山田直 氏 / 英国在住フリーランス・コンサルタント

 英国在住約40年のフリーランス・コンサルタント山田直氏が、新しい大学の生き方を求め、イノべーション創出、技術移転などに積極的に取り組む英国の大学と、大学を取り囲む英国社会の最新の動きをレポートします。

 2015 年6月、Higher Education Policy(HEPI)とHigher Education Academy(HEA)は共同で実施した、2015年度の授業体験に関する学生へのアンケート調査(The 2015 Student Academic Experience Survey)の結果を発表した。この調査には、15,129名のフルタイムの学士課程学生が回答を寄せている。今月号では、その調査結果の一部を抜粋して紹介する。

1. 授業への満足度

* 87%の学生が授業に満足していると回答した一方、12%は期待ほどではなかったとしている。期待ほどではなかった一番の理由は、講師とのコンタクト時間、クラスの規模やフィードバック等の問題ではなく、学生自身が授業に打ち込む努力の欠如であるとしている。

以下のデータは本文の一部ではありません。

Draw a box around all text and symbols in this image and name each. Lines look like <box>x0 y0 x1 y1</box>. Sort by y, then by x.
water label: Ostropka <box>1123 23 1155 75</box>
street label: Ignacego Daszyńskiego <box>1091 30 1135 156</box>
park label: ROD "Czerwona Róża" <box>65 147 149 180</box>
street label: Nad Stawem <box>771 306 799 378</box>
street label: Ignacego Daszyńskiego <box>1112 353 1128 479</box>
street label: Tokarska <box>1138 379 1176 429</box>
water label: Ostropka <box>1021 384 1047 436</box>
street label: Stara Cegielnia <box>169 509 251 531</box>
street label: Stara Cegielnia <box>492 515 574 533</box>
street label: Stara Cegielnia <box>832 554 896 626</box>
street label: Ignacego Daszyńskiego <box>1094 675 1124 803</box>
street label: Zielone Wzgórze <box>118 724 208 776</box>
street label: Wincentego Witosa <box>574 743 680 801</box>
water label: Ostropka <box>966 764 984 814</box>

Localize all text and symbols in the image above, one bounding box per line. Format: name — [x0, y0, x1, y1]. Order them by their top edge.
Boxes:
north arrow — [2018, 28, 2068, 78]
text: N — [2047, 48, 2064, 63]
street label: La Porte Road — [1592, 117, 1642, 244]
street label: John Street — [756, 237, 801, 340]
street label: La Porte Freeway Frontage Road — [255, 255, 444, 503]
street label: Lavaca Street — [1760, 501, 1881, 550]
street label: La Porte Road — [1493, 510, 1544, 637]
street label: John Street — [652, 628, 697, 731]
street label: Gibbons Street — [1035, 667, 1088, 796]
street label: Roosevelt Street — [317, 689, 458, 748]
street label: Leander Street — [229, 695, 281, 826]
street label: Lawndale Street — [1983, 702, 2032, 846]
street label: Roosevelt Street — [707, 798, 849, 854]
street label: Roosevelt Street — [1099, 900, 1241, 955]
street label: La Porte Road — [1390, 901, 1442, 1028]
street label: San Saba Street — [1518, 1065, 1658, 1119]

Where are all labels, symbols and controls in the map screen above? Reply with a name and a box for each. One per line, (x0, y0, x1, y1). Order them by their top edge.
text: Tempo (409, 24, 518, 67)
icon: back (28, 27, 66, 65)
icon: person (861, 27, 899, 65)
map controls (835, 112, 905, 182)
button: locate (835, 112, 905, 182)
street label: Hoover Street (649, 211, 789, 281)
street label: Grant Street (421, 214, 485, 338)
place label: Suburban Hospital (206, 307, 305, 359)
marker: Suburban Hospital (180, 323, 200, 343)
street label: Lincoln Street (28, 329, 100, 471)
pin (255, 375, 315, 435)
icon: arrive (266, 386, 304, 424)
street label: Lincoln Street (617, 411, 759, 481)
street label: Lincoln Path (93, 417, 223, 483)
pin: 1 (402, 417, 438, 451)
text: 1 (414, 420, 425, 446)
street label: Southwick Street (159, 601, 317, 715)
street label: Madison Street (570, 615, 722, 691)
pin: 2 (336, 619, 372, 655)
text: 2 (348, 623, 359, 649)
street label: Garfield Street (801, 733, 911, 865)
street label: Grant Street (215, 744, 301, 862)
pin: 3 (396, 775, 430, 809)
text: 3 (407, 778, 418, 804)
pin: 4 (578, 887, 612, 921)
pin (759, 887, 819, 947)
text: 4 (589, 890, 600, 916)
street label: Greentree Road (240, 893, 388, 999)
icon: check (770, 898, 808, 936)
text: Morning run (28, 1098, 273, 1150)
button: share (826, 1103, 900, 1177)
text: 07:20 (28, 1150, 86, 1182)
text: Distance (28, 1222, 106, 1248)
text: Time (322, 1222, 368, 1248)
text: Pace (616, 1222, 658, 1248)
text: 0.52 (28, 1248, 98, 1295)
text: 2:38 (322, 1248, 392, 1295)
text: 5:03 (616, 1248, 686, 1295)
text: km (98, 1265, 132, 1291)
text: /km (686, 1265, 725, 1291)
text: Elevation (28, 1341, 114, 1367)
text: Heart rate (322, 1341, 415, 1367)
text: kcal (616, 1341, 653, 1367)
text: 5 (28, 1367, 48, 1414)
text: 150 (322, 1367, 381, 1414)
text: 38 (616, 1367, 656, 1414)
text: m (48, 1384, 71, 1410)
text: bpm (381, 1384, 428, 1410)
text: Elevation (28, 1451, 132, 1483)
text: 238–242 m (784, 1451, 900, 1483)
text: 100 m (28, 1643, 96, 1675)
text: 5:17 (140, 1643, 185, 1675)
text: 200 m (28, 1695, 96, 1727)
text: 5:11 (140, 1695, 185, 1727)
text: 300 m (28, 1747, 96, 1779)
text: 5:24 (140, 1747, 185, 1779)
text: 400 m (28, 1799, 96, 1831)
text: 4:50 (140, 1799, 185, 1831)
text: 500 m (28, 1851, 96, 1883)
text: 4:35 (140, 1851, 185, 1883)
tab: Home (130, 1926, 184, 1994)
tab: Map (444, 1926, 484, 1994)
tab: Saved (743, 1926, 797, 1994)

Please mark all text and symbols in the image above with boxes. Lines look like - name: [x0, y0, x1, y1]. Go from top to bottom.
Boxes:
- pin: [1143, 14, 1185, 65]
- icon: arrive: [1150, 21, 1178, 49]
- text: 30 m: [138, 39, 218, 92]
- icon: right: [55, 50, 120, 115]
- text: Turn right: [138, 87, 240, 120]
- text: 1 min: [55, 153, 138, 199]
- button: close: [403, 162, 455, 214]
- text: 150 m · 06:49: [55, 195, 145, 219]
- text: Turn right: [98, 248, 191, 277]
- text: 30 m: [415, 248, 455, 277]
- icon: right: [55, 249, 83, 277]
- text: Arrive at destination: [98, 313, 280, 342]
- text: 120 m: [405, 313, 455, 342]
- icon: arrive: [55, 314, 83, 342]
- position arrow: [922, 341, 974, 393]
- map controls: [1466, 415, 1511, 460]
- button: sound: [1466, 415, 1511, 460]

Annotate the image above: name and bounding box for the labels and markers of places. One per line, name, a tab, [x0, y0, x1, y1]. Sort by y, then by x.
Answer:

* これは、学生は自分自身を受動的な「顧客」と見ているという一般的見方への重要な反証であり、学生は、授業体験の質は学生自身と大学の両方の努力によることを理解している。

2. 事前情報、コース選択、対費用価値

* かなりの数の学生は、受講開始前に与えられた情報が不明瞭(21%)で、誤解を与える(10%)としている。約3人に1人は、現在の状況を事前に知らされていたら、異なる授業コースを選択していたと回答した。

* 41%の学生が、対費用価値(value for money)は高かったと感じている。当然ながら、授業料が無料のスコットランド地方の学生のわずか6%が対費用価値は低いと回答した。最大で年間9,000ポンド(153万円)の学士課程授業料を払うイングランド地方の学生では、その比率が約6倍の34%であった。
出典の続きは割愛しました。